What is expected: Output exactly the lines from the one holding "M1265 215 1350 373" through the final line of the entries.

(Available data Opens)

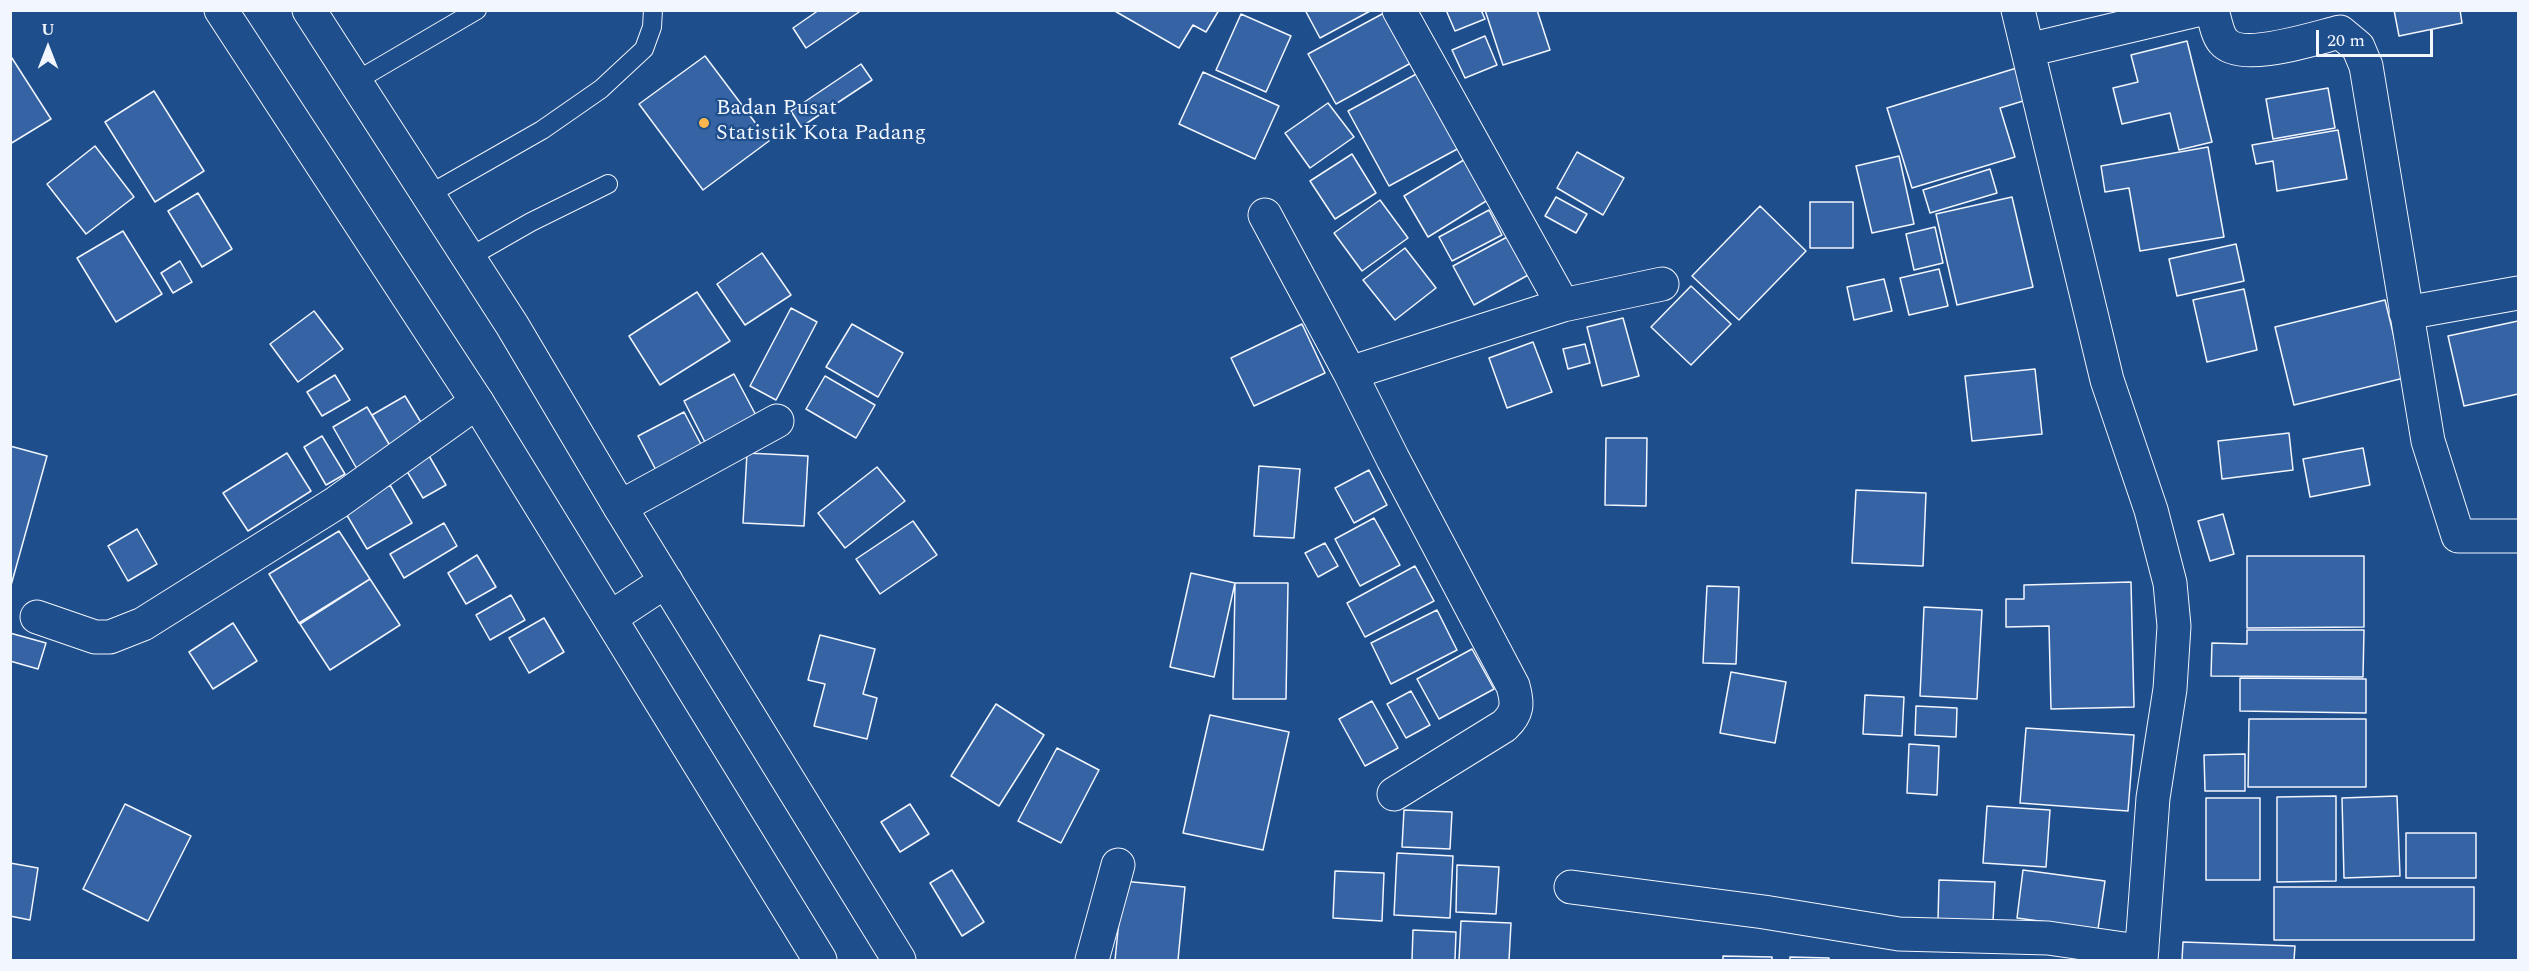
<!DOCTYPE html>
<html>
<head>
<meta charset="utf-8">
<style>
  body { margin:0 }
  #map { position:relative; width:2529px; height:971px; overflow:hidden; background:#1f4e8c; font-family:Spectral,serif }
  canvas { display:block }
  .frame { position:absolute; inset:0; border:12px solid #f2f6ff; pointer-events:none }
  .north { position:absolute; left:18px; top:18px; width:60px; height:60px; -webkit-text-stroke:4px #1f4e8c; paint-order:stroke; rotate:0deg; font-size:16px; font-weight:700; line-height:24px; text-align:center; color:#f2f6ff }
  .north::after { content:''; display:block; margin:auto; width:21px; height:27px; background:#f2f6ff; clip-path:polygon(50% 0,100% 100%,50% 72%,0 100%) }
  .scale { position:absolute; left:2316px; top:30px; width:117px; height:27px; box-sizing:border-box; border:3px solid #f2f6ff; border-top:0; padding-left:8px; font-size:18px; line-height:21px; white-space:nowrap; color:#f2f6ff; -webkit-text-stroke:4px #1f4e8c; paint-order:stroke }
</style>
</head>
<body>
<div id="map">
<canvas width="2529" height="971"></canvas>
<div class="frame"></div>
<div class="north">U</div>
<div class="scale">20 m</div>
</div>
<script>
const g = document.querySelector('canvas').getContext('2d');
g.lineJoin = 'round';
function fillPath(path, color) { g.fillStyle = color; g.fill(path, 'evenodd'); }
function strokePath(path, color, width, dash) { g.strokeStyle = color; g.lineWidth = width; g.lineCap = dash ? 'butt' : 'round'; g.setLineDash(dash || []); g.stroke(path); }
function label(font, color, halo, rows, align = 'center') {
  g.font = font + ' Spectral,serif'; g.lineWidth = 4.5; g.setLineDash([]); g.textBaseline = 'middle'; g.strokeStyle = halo; g.fillStyle = color; for (const [text, x, y, turn = 0] of rows) {
    g.save(); g.translate(x, y); g.rotate((+turn || 0) * Math.PI / 180); g.textAlign = isNaN(turn) ? turn : align; if (halo) g.strokeText(text, 0, 0); g.fillText(text, 0, 0); g.restore();
  }
}
const building = new Path2D(`
  M819 10H862L806 48 793 28Z
  M1113 10H1219L1206 32 1193 25 1179 48Z
  M1305 10H1372L1320 38Z
  M1446 10H1481L1485 19 1455 31Z
  M1485 10H1537L1550 50 1503 65Z
  M2394 10H2460L2462 23 2399 36Z
  M1384 13 1411 63 1336 104 1308 54Z
  M1241 14 1291 36 1266 92 1216 70Z
  M1485 36 1497 65 1465 78 1452 50Z
  M2187 41 2212 142 2179 150 2170 113 2122 124 2113 88 2138 82 2131 55Z
  M10 55 51 119 10 144Z
  M705 56 769 141 703 190 639 104Z
  M861 64 872 80 801 127 791 111Z
  M2023 66 2033 98 2000 108 2015 157 1912 188 1887 108Z
  M1203 72 1279 106 1255 159 1179 124Z
  M1420 72 1461 147 1389 186 1348 111Z
  M2328 88 2335 128 2273 139 2266 99Z
  M154 91 204 171 155 202 105 122Z
  M1328 103 1354 137 1310 168 1285 133Z
  M2338 130 2347 179 2277 191 2273 161 2256 164 2252 145Z
  M95 146 134 197 86 234 47 184Z
  M2208 147 2224 237 2140 251 2129 188 2105 192 2101 166Z
  M1577 152 1624 178 1603 215 1557 188Z
  M1352 154 1376 193 1335 219 1310 181Z
  M1899 156 1914 224 1872 233 1856 166Z
  M1467 158 1491 198 1428 237 1404 196Z
  M1990 169 1997 193 1930 213 1923 190Z
  M198 193 232 249 202 267 168 211Z
  M1556 197 1587 214 1576 233 1545 216Z
  M2012 197 2033 287 1957 305 1936 214Z
  M1380 200 1408 238 1362 271 1334 233Z
  M1810 202H1853V248H1810Z
  M1760 206 1806 251 1739 320 1692 276Z
  M1489 210 1502 235 1452 261 1439 237Z
  M1935 227 1943 263 1914 270 1906 234Z
  M123 231 162 294 116 322 77 258Z
  M1509 236 1530 274 1474 305 1453 266Z
  M2236 244 2244 281 2177 296 2169 259Z
  M1405 248 1436 288 1395 320 1363 280Z
  M762 253 791 295 745 325 717 284Z
  M180 261 192 282 173 293 161 273Z
  M1939 269 1948 306 1909 315 1900 278Z
  M1884 279 1892 311 1854 320 1847 287Z
  M1691 286 1731 324 1691 365 1651 327Z
  M2244 289 2257 350 2207 362 2193 300Z
  M697 292 730 341 660 385 629 336Z
  M2385 300 2404 378 2294 405 2275 327Z
  M791 308 817 322 776 400 750 386Z
  M314 311 343 349 298 382 270 344Z
  M1623 318 1639 376 1602 386 1587 327Z
  M2518 321V394L2464 406 2448 336Z
  M852 324 903 353 878 397 826 367Z
  M1302 324 1325 373 1254 406 1231 358Z
  M1533 342 1552 392 1507 408 1489 358Z
  M1585 344 1590 363 1568 369 1563 349Z
  M2035 369 2042 434 1972 441 1965 376Z
  M734 374 759 421 708 448 684 401Z
  M335 375 350 400 322 416 307 392Z
  M825 376 875 405 856 438 806 409Z
  M405 396 425 429 392 449 372 415Z
  M367 407 392 449 357 469 333 427Z
  M684 412 704 450 658 474 638 436Z
  M2289 433 2293 470 2222 479 2218 441Z
  M322 436 345 474 326 485 304 447Z
  M1606 438H1647L1646 506 1605 505Z
  M10 446 47 456 10 589Z
  M2363 448 2370 485 2310 497 2303 459Z
  M287 453 311 491 248 531 223 493Z
  M747 453 808 456 804 526 743 523Z
  M428 454 446 485 423 498 405 468Z
  M1259 466 1300 469 1294 538 1254 536Z
  M877 467 905 501 845 548 818 513Z
  M1369 470 1387 505 1354 523 1335 488Z
  M390 485 412 523 367 549 345 512Z
  M1856 490 1926 493 1923 566 1852 563Z
  M2223 514 2234 554 2210 561 2198 521Z
  M1374 518 1400 565 1360 586 1335 539Z
  M913 521 937 555 880 594 856 559Z
  M444 523 457 546 404 578 390 554Z
  M137 529 157 564 128 581 108 546Z
  M339 531 370 579 299 623 269 574Z
  M1325 543 1338 566 1318 577 1305 553Z
  M477 555 496 587 466 604 448 573Z
  M2247 556H2364V627L2247 628Z
  M1415 566 1434 601 1365 637 1347 603Z
  M1191 573 1235 583 1214 677 1170 667Z
  M370 579 400 625 330 670 300 624Z
  M2131 582 2134 707 2051 709 2049 626 2006 627V599H2024V585Z
  M1235 583H1288L1286 699H1233Z
  M1707 586 1739 587 1736 664 1703 663Z
  M511 595 525 620 490 640 476 615Z
  M1924 607 1982 610 1977 699 1920 696Z
  M1437 610 1457 650 1391 684 1371 643Z
  M544 618 564 652 529 673 509 638Z
  M233 623 257 661 213 689 189 652Z
  M2247 630H2364L2363 677 2211 676 2212 643 2247 644Z
  M10 633 46 643 38 669 10 661Z
  M820 635 875 649 863 694 877 698 867 739 814 726 825 684 808 680Z
  M1472 649 1494 689 1439 719 1417 679Z
  M1731 672 1786 682 1775 743 1720 733Z
  M2240 678 2366 679V713L2240 711Z
  M1411 691 1430 725 1406 738 1387 704Z
  M1865 695 1904 697 1902 736 1863 734Z
  M1372 701 1398 748 1365 766 1339 719Z
  M996 704 1044 735 999 806 951 776Z
  M1916 706 1957 708 1956 737 1915 735Z
  M1210 715 1289 732 1263 850 1183 833Z
  M2249 719H2366V787H2248Z
  M2026 728 2134 735 2128 811 2020 803Z
  M1909 744 1939 746 1937 795 1907 793Z
  M1057 748 1099 770 1061 843 1018 821Z
  M2245 754V791H2205L2204 755Z
  M2336 796V881L2277 882V797Z
  M2397 796 2400 876 2344 878 2342 798Z
  M2206 798H2260V880H2206Z
  M125 804 191 836 148 921 83 889Z
  M910 804 929 834 900 852 881 822Z
  M1987 806 2050 810 2046 867 1983 863Z
  M1404 810 1452 812 1450 849 1402 847Z
  M2406 833H2476V878H2406Z
  M1397 853 1453 856 1450 918 1394 915Z
  M10 863 38 868 30 920 10 916Z
  M1457 865 1499 867 1496 914 1456 912Z
  M952 870 984 922 962 936 930 883Z
  M2023 870 2105 881 2098 929 2017 918Z
  M1335 871 1384 873 1382 921 1333 918Z
  M1939 880 1995 882 1993 922 1938 920Z
  M1123 881 1185 887 1178 960H1115Z
  M2274 887H2474V940H2274Z
  M1461 921 1511 923 1509 960H1459Z
  M1413 930 1456 932 1455 960H1412Z
  M2183 942 2295 946 2294 960H2182Z
  M1723 956 1772 957V960H1723Z
  M1790 957 1829 958V960H1790Z`);
fillPath(building, '#3563a3');
strokePath(building, '#f2f6ff', 1.5);
const service = new Path2D(`
  M356 81 477 10
  M428 195 542 130 601 89 644 49 652 27 653 10
  M468 258 531 222 608 184`);
const minor = new Path2D(`
  M2018 10 2107 380 2151 510 2170 583 2174 626 2170 689 2153 798 2141 960
  M2212 10C2215 20 2217 34 2223 41 2241 63 2315 38 2340 32L2358 47 2366 66 2428 441 2458 536H2518
  M2028 50 2197 10
  M1265 215 1350 373
  M1563 305 1662 284
  M2406 313 2518 293
  M620 507 777 421
  M37 617 95 637H110L143 624 336 503 477 402
  M1394 794 1504 726C1518 713 1518 704 1513 686L1393 459 1350 373 1563 305 1399 10
  M1571 887 1764 912 1899 934 2048 938 2131 950 2142 949
  M1092 960 1118 865`);
const trunk = new Path2D(`
  M221 10 477 402 820 960
  M309 10 512 325 620 507 899 960
  M610 618 666 581`);
strokePath(service, '#f2f6ff', 20);
strokePath(minor, '#f2f6ff', 35);
strokePath(trunk, '#f2f6ff', 35);
strokePath(service, '#1f4e8c', 18);
strokePath(minor, '#1f4e8c', 33);
strokePath(trunk, '#1f4e8c', 33);
for (const [x, y, r, color] of [
  [704,123,6,"#ffb74d"]
]) { const dot = new Path2D(); dot.arc(x, y, r, 0, 2 * Math.PI); g.fillStyle = color; g.fill(dot); strokePath(dot, '#1f4e8c', 2); }
label('22px', '#f2f6ff', '#1f4e8c', [
  ["Badan Pusat",716,110],
  ["Statistik Kota Padang",716,135]
], 'left');
</script>
</body>
</html>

(Available data Closes)

Reply:
  M1265 215 1350 373
  M1563 305 1662 284
  M2406 313 2518 293
  M620 507 777 421
  M37 617 95 637H110L143 624 336 503 477 402
  M1394 794 1504 726C1518 713 1518 704 1513 686L1393 459 1350 373 1563 305 1399 10
  M1571 887 1764 912 1899 934 2048 938 2131 950 2142 949
  M1092 960 1118 865`);
const trunk = new Path2D(`
  M221 10 477 402 820 960
  M309 10 512 325 620 507 899 960
  M610 618 666 581`);
strokePath(service, '#f2f6ff', 20);
strokePath(minor, '#f2f6ff', 35);
strokePath(trunk, '#f2f6ff', 35);
strokePath(service, '#1f4e8c', 18);
strokePath(minor, '#1f4e8c', 33);
strokePath(trunk, '#1f4e8c', 33);
for (const [x, y, r, color] of [
  [704,123,6,"#ffb74d"]
]) { const dot = new Path2D(); dot.arc(x, y, r, 0, 2 * Math.PI); g.fillStyle = color; g.fill(dot); strokePath(dot, '#1f4e8c', 2); }
label('22px', '#f2f6ff', '#1f4e8c', [
  ["Badan Pusat",716,110],
  ["Statistik Kota Padang",716,135]
], 'left');
</script>
</body>
</html>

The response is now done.